TASK GOAL: Please copy out the entries below exactly, beginning with the line that contains "M339,71L364,85V86H341V126L299,201L291,197V158Z" and ending with the line that contains "M540,0L571,18", and include nothing outside that span.

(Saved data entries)
______
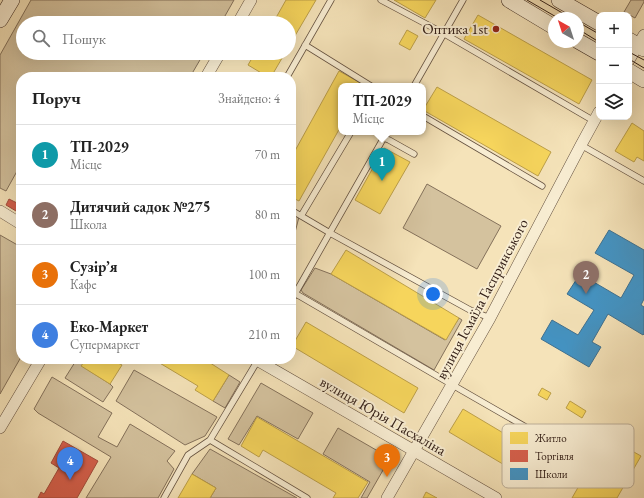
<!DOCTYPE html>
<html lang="uk">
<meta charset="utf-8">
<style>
:root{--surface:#fff;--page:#f2f2f2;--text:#222;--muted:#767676;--line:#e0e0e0;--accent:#1a73e8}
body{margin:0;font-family:"EB Garamond",serif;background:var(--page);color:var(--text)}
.controls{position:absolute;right:12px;top:12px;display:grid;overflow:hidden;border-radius:8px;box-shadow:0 4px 16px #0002}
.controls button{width:36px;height:36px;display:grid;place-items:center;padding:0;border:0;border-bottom:1px solid var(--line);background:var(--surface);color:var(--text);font:20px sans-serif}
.compass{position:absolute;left:548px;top:12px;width:36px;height:36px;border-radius:50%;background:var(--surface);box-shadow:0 4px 16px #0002;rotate:321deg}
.you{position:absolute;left:433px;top:294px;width:14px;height:14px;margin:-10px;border:3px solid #fff;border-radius:50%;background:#1a73e8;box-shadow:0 0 0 6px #1a73e833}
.badge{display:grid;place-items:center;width:26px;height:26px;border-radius:50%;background:var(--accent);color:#fff;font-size:13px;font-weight:700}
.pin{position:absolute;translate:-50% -33px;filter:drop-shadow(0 1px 2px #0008)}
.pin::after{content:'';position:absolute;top:21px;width:14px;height:12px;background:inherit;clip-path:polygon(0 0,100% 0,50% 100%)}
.popup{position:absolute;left:338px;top:83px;width:88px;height:52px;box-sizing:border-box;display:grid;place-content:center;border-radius:8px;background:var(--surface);filter:drop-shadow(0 1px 3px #0005);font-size:13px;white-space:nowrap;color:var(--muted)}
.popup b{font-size:15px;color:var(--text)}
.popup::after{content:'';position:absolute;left:50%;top:100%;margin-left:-8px;border:8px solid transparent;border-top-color:var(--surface)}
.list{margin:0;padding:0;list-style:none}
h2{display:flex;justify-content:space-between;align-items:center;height:52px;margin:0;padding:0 16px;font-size:17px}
h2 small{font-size:13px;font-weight:400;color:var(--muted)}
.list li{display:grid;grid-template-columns:26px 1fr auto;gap:12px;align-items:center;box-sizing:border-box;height:60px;padding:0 16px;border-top:1px solid var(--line)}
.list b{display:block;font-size:15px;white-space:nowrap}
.list p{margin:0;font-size:13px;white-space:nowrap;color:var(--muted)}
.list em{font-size:13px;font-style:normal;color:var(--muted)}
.icon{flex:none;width:22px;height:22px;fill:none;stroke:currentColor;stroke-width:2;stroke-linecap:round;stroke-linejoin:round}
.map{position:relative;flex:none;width:644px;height:498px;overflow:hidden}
.search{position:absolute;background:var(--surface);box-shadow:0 4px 16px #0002;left:16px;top:16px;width:280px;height:44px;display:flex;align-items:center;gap:10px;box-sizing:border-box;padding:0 14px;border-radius:22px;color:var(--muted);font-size:15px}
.panel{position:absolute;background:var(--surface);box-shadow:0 4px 16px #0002;left:16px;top:72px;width:280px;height:292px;border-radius:16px}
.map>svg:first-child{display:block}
.green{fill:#d4c29e;stroke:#84715b}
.homes{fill:#f6d55c;stroke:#bc9f48}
.shops{fill:#d6604d;stroke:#a54d3d}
.schools{fill:#4393c3;stroke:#3e7090}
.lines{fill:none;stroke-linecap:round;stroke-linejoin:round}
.lane-casing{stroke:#645140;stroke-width:7}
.street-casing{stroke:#645140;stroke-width:12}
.secondary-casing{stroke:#342018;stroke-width:16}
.lane{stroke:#f8edd2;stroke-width:5.5}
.street{stroke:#f8edd2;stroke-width:11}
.secondary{stroke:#f8edd2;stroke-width:15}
.tram{stroke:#342018;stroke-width:1}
.poi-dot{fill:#8f2418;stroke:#f8edd2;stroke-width:1.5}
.labels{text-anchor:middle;stroke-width:4;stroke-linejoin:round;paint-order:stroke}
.poi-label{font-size:15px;fill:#342018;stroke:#f8edd2;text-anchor:end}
.street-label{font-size:15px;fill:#342018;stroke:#f8edd2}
.key{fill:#f8edd2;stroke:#bdb09a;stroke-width:1}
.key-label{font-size:11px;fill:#342018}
</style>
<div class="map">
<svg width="644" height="498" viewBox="0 0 644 498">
<rect width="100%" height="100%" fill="#f5e3b9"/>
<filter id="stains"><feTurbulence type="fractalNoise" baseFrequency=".005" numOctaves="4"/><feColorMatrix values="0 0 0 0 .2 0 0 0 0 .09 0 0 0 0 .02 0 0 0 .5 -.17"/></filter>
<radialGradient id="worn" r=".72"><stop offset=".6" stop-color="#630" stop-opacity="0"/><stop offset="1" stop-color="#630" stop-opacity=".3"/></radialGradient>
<path class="green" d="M31,0H234L221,23H23V53H204L190,77H21V164L6,191L0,188V55Z
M631,0H644V2L635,18L624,12Z
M427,184L501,226L477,269L403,228Z
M291,212L299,217L291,248Z
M0,235L21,247V357L0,394Z
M315,268L331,274L445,340L459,318L462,320L434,370L303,293L301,290Z
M77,359H86L82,366L110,384L113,387L103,402L65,378Z
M134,370L217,417L205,436L185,445L116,401Z
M229,375L240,382L225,408L213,401Z
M52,377L112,413L98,437L117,447L130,424L175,451L167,461L174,469L158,498H86L111,457L38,413L34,409Z
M261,383L313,413L298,439L257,416L239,445L228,439Z
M338,428L390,458L367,498H361L370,482L323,454Z
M210,449L297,498H210L216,488L192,474Z"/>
<path class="homes" d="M286,0H316L289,46V23H273Z
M394,0H436L425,18Z
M478,15L592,80L579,104L464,39Z
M407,30L418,36L410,50L399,44Z
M255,53H285L271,77H268L248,65Z
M339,71L364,85V86H341V126L299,201L291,197V158Z
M437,87L551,152L538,176L423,110Z
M632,123L644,131V161L637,157L634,162L615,151Z
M384,148L410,162L380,214L355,200Z
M346,250L459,318L446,340L331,274Z
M306,322L418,388L404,413L292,346Z
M86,359H118L116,362L122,365L110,384L81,366Z
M153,359H204L229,375L213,401L195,390L198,386Z
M542,388L551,393L547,400L538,395Z
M570,401L586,411L582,418L566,408Z
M463,409L552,462L538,485L449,432Z
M257,417L368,482L358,498H333L336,493L263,450L259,457L241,446Z
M616,442L641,456L617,498H572L584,477L594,482Z
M192,474L216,488L210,498H178Z
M426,492L437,498H423Z"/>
<path class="shops" d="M9,199L21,205V214L6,205Z
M63,441L98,461L77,498H38L41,492L44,494L59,468L51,463Z"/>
<path class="schools" d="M609,230L644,250V299L641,305L644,307V334L643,335L608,314L592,342L601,347L589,367L541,339L552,320L578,335L594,310L567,294L580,274L621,298L634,275L595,253Z"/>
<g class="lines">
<defs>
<path id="lane" d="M381,0L443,33L594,121
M305,45L371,86
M287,77L331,0
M414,86L463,0
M423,116L542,186
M384,138L389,140L414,154
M581,145L644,181
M291,210L330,233L470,310L490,318
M301,216L351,132
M291,291L463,391L564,449
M291,301L387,132
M210,440L307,498
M164,498L188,455L210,440L258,360"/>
<path id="street" d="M238,23L251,0
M629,60L644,35
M206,77L220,53
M0,211L21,224
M255,359L496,498
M0,428L41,359
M387,498L490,318L581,145L599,112"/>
<path id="secondary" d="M509,0L554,27
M559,0L599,23
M0,20L12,0
M629,40L644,49
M578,41L599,53
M629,71L644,80"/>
</defs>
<use href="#lane" class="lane-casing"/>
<use href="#street" class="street-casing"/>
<use href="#secondary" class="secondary-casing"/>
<use href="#lane" class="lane"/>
<use href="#street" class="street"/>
<use href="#secondary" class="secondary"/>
<path class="tram" d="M527,0L558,18
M540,0L571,18
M578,22L599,34
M578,29L599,42
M629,52L644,60
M629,59L644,68"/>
</g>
<circle class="poi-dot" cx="496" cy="29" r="4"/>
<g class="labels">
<g class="poi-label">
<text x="488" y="34">Оптика 1st</text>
</g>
<g class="street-label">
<text transform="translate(482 299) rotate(-62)" y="5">вулиця Ісмаїла Гаспринського</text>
<text transform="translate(383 416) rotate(30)" y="5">вулиця Юрія Пасхаліна</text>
</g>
</g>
<rect x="502" y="424" width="132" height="64" rx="6" class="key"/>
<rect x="510" y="432" width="18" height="12" fill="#f6d55c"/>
<rect x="510" y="450" width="18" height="12" fill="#d6604d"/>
<rect x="510" y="468" width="18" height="12" fill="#4393c3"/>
<g class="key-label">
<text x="535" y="442">Житло</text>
<text x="535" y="460">Торгівля</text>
<text x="535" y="478">Школи</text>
</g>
<rect width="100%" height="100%" filter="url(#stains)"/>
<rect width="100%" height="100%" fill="url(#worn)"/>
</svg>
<div class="controls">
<button>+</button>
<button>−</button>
<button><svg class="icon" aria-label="layers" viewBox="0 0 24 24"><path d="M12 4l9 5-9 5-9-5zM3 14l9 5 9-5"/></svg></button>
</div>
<svg class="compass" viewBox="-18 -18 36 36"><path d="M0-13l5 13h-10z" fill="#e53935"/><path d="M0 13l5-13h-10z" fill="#767676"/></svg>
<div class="you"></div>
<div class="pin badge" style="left:382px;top:181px;background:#0f9aa8">1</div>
<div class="popup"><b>ТП-2029</b>Місце</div>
<div class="pin badge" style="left:586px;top:294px;background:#8d6e63">2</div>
<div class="pin badge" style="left:387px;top:477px;background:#e8710a">3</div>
<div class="pin badge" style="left:70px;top:480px;background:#3f7fe0">4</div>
<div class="search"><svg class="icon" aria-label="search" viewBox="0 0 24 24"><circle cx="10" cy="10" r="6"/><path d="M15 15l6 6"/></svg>Пошук</div>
<section class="panel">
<h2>Поруч<small>Знайдено: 4</small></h2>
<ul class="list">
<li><span class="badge" style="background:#0f9aa8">1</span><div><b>ТП-2029</b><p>Місце</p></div><em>70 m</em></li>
<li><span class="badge" style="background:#8d6e63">2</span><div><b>Дитячий садок №275</b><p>Школа</p></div><em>80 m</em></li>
<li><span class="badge" style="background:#e8710a">3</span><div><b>Сузір’я</b><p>Кафе</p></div><em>100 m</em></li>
<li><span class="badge" style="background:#3f7fe0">4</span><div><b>Еко-Маркет</b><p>Супермаркет</p></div><em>210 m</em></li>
</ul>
</section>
</div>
______
TASK RESULT:
M339,71L364,85V86H341V126L299,201L291,197V158Z
M437,87L551,152L538,176L423,110Z
M632,123L644,131V161L637,157L634,162L615,151Z
M384,148L410,162L380,214L355,200Z
M346,250L459,318L446,340L331,274Z
M306,322L418,388L404,413L292,346Z
M86,359H118L116,362L122,365L110,384L81,366Z
M153,359H204L229,375L213,401L195,390L198,386Z
M542,388L551,393L547,400L538,395Z
M570,401L586,411L582,418L566,408Z
M463,409L552,462L538,485L449,432Z
M257,417L368,482L358,498H333L336,493L263,450L259,457L241,446Z
M616,442L641,456L617,498H572L584,477L594,482Z
M192,474L216,488L210,498H178Z
M426,492L437,498H423Z"/>
<path class="shops" d="M9,199L21,205V214L6,205Z
M63,441L98,461L77,498H38L41,492L44,494L59,468L51,463Z"/>
<path class="schools" d="M609,230L644,250V299L641,305L644,307V334L643,335L608,314L592,342L601,347L589,367L541,339L552,320L578,335L594,310L567,294L580,274L621,298L634,275L595,253Z"/>
<g class="lines">
<defs>
<path id="lane" d="M381,0L443,33L594,121
M305,45L371,86
M287,77L331,0
M414,86L463,0
M423,116L542,186
M384,138L389,140L414,154
M581,145L644,181
M291,210L330,233L470,310L490,318
M301,216L351,132
M291,291L463,391L564,449
M291,301L387,132
M210,440L307,498
M164,498L188,455L210,440L258,360"/>
<path id="street" d="M238,23L251,0
M629,60L644,35
M206,77L220,53
M0,211L21,224
M255,359L496,498
M0,428L41,359
M387,498L490,318L581,145L599,112"/>
<path id="secondary" d="M509,0L554,27
M559,0L599,23
M0,20L12,0
M629,40L644,49
M578,41L599,53
M629,71L644,80"/>
</defs>
<use href="#lane" class="lane-casing"/>
<use href="#street" class="street-casing"/>
<use href="#secondary" class="secondary-casing"/>
<use href="#lane" class="lane"/>
<use href="#street" class="street"/>
<use href="#secondary" class="secondary"/>
<path class="tram" d="M527,0L558,18
M540,0L571,18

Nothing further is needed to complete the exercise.